La publication des primes d’assurance-maladie 2017 scandalise de nombreux Genevois et Suisses. Dans notre canton, la hausse incompréhensible de 5,7% pour les adultes et de plus de 9% pour les enfants fait suite à de nombreuses augmentations qui n’ont pas cessé depuis une vingtaine d’années, c’est-à-dire la mise en place en 1994 de la nouvelle loi fédérale sur l’assurance-maladie LAMal.

Logiquement, la hausse des primes d’assurance devrait être très proche du coût de la santé, si le système fonctionnait normalement. En effet, l’unique but de l’assurance-maladie est de financer les dépenses de santé.

Or, nous en sommes loin. L’augmentation des coûts de la santé pour Genève n’était que de 1,26% entre 2013 et 2014, alors que les primes effectivement encaissées ont progressé de 2,53% durant cette période. L’année suivante, l’augmentation des coûts de la santé pour Genève était de 2,2% pour des primes encaissées en hausse de 3,4%. A chaque fois, les primes encaissées dépassent très largement les dépenses de santé.

C’est un simple exemple qui démontre ce décalage, l’exercice pouvant être poursuivi sur une période bien plus longue. Cela prouve qu’il manque de la transparence dans le système de l’assurance-maladie.

On a « vendu » aux habitants de la Suisse une nouvelle loi fédérale sur la surveillance de l’assurance-maladie, qui a été votée récemment. Au lieu d’avoir un dispositif efficace, le lobby des caisses-maladie à tout fait pour en réduire la portée, mais aussi faible soit-il c’est un outil qu’il faut utiliser au mieux.

C’est donc au Conseil d’Etat, sur mandat du Grand Conseil d’intervenir auprès des autorités fédérales afin de réclamer ces explications et de les rendre publique.

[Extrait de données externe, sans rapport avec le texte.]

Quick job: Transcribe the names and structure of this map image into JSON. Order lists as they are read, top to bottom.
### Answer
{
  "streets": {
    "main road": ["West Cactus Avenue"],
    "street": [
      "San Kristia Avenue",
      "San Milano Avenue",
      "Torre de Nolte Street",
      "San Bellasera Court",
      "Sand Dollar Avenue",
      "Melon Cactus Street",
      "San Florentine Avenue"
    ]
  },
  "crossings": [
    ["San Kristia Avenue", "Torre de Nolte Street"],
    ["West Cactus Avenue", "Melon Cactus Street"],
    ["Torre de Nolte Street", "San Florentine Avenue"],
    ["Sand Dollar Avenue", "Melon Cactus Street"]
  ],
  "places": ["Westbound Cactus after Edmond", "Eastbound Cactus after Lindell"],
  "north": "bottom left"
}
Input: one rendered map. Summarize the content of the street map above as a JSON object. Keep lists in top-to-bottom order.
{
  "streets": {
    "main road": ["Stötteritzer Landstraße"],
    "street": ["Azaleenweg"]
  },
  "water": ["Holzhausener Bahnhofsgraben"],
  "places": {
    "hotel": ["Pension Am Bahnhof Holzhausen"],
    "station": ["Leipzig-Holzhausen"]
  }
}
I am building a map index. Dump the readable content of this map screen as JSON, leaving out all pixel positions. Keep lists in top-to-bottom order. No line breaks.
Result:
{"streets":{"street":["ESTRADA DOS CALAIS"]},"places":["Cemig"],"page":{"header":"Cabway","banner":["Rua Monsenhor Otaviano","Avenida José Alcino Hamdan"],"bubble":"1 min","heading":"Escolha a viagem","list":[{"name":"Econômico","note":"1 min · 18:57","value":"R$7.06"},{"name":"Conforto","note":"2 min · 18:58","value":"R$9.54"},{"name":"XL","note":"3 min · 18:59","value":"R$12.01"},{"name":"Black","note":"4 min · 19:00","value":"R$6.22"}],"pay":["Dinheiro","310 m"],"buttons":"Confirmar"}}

La population pourra ainsi juger : a) l’absence de réponse ; b) la réponse dilatoire ; c) la bonne réponse que, par expérience, nous n’osons plus espérer.

Ainsi, chacun aura pris ses responsabilités et la Confédération devra se positionner directement, indépendamment du tout-puissant lobby des caisses-maladie qui fait la loi dans la Berne fédérale. Nous pourrons ainsi jauger son indépendance et sa compétence.

Au nom du Peuple genevois qui souffre de cette politique néfaste, nous demandons au Conseil d’Etat qu’il réclame des explications sur le calcul des réserves financières et sur les bizarreries de ce système.

Sachant qu’il faut plusieurs fois taper sur le clou pour obtenir des résultats, nous demandons, dans notre troisième invite, que le Conseil d’Etat intervienne une nouvelle fois pour répondre aux attentes des citoyens genevois, en permettant la constitution d’une caisse unique dans notre canton. Nous laissons le soin au Gouvernement genevois de choisir le moyen d’intervention le plus adapté et l’autorité à laquelle il convient au mieux de s’adresser, afin de réclamer officiellement une caisse unique cantonale.

 

En espérant que vous aurez à cœur de soutenir les assurés genevois, nous vous invitons, Mesdames et Messieurs les députés, à soutenir la présente motion.